Dumb, Dumber, Dumbest: The Latest Breakdown of Logic at the Checkpoint
By John H Huey on May 21, 2010 at 7:15 PM in Current Affairs
Editor’s Note: John Huey, a security professional involved with aviation security issues for over 28 years, has now published several articles for NoQuarter. Learn more background details about John Huey and his constructive critiques in his first post published at NoQuarterUSA.net on January 5, 2010: “From An Insider: The Need for Risk-Analysis, High-Threat Screening Lanes & Checkpoints” and in all subsequent posts. John’s latest previous post was “Of Car Bombs and Consequences.”
My jaw literally hit the floor this week when an article from the St. Petersburg Times‘s “Body scanners take priority at Tampa International Airport,” May 19, 2010, landed on my desk.
As I have previously reported here at NoQuarter in “A Most Interesting Afternoon on The Hill: Changing the English Language and the Laws of Physics,” on March 23, 2010, it had been revealed, in congressional testimony, that TSA intended to replace walk-through metal detectors (WTMDs) with whole-body imaging devices, now referred to as AITs.
Subsequent to this, I had heard from various public sources that this was not necessarily the final position and that common sense (in terms of not eliminating a vital part of the system) might prevail.
The article regarding Tampa seemed to imply that TSA had (at least at this location) altered its CONOPS (concept of operations) to allow for the elimination of WTMDs. My initial reaction was one of profound concern, and I could hardly believe that TSA had actually taken this step. When I figured out late yesterday that they had actually done this, I knew it was time to try, in whatever way possible, to stop this lunacy at last.
The reason why this new procedure is crazy is really quite simple.
As someone who has worked extensively with both of the body imaging technologies currently used (x-ray backscatter and active millimeter wave), I have a thorough knowledge of the strengths and weakness of both technical approaches. When used properly, these are fine devices and are a vital part of any reasonable, advanced-technology, integrated/orthographic high-threat security lane.
However, they are not designed to be, and never have been used in the U.S., as a primary means of detection in the absence of a magnetometer. As always in my posts here, I have carefully double-checked my assumptions with the key technologists in the field and am 100% certain I am on solid ground.
Without getting specific in any way, these AIT screening modalities have gaps in detection that could allow metallic objects (on the current TSA list of prohibited items) to get through these systems. This is widely known and easily intuited from many public (unclassified) sources on the imaging characteristics of these units. I have a strong belief (without any direct or indirect knowledge or confirmation) that the responsible TSA authorities are aware of these gaps.
Why then, in the wake of the Christmas Day bombing attempt, would the government introduce a new technology with obvious gaps in detection without a concept of operation to fully mitigate those gaps?
There is a simple (and quite familiar) answer to this one as well.
In the absence of a robust registered traveler program and passenger profiling system, the aviation checkpoint is still designed for the “one-size-fits-all” screening regime that I have been railing about here since January.
If you introduce, across the board, a new (very useful) technology like whole-body imaging, and combine the image analysis time on the AITs with the alarm resolution protocol for the metal detectors, you are going to slow the lanes down to one degree or another.
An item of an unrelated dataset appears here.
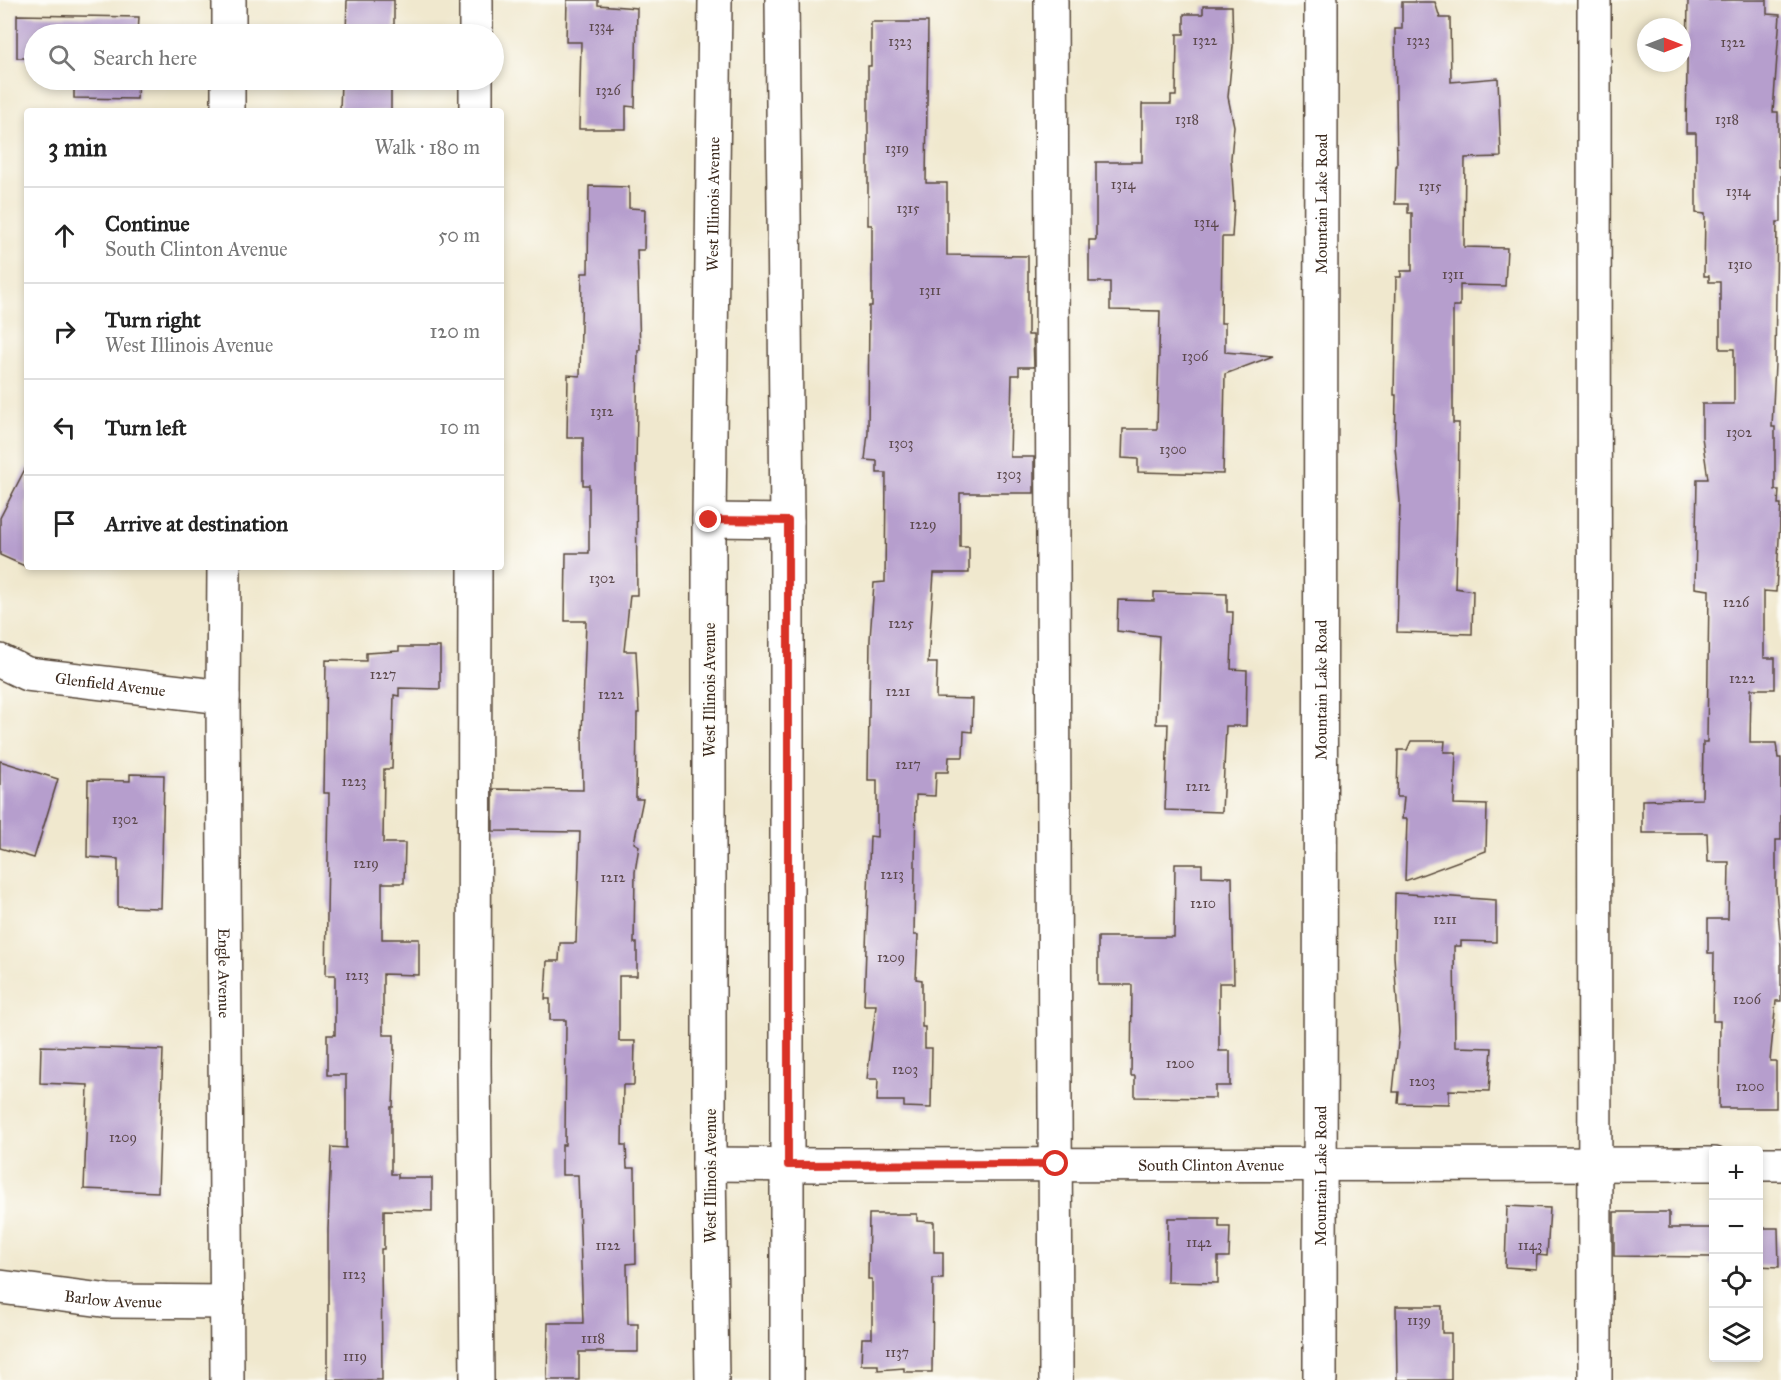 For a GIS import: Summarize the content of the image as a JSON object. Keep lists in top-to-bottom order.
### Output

You then have a large potential public relations and airport operations problem involving longer lines, wait times, missed flights due to checkpoint delay, less time for airport shopping (and the revenue associated with that), etc.
It seems obvious to me that a very negative trade-off (from a security standpoint) is being made. That trade-off is directly related to our seeming inability to reduce our intensive screening regime to a manageable population of no more/less than 10% of total passengers. This would give us a very high probability of detection of small improvised explosive devices and weapons on a population of passengers within a large enough window of potential threats to be an extraordinary deterrent to terrorism and produce the least inconvenience and intrusion possible (for the maximum number of citizens and legitimate foreign visitors).
Force Majeure conditions (the Christmas Day bombing attempt), combined with the lack of creative thinking and rigid, formulistic mindsets, have resulted in the massive introduction of an un-integrated, stand-alone new technology to address a specific threat (small-body-borne IEDs) without the overall increase in security level needed.
I would not impute anything but good intentions to the officials involved with this, but it is obvious that the total picture in the checkpoint operational domain has not been seen and that we continue to try to reinforce an untenable concept (one-size-fits-all screening for a new generation of very small threats) without regard to the ultimate consequence of our current, failed assumptions.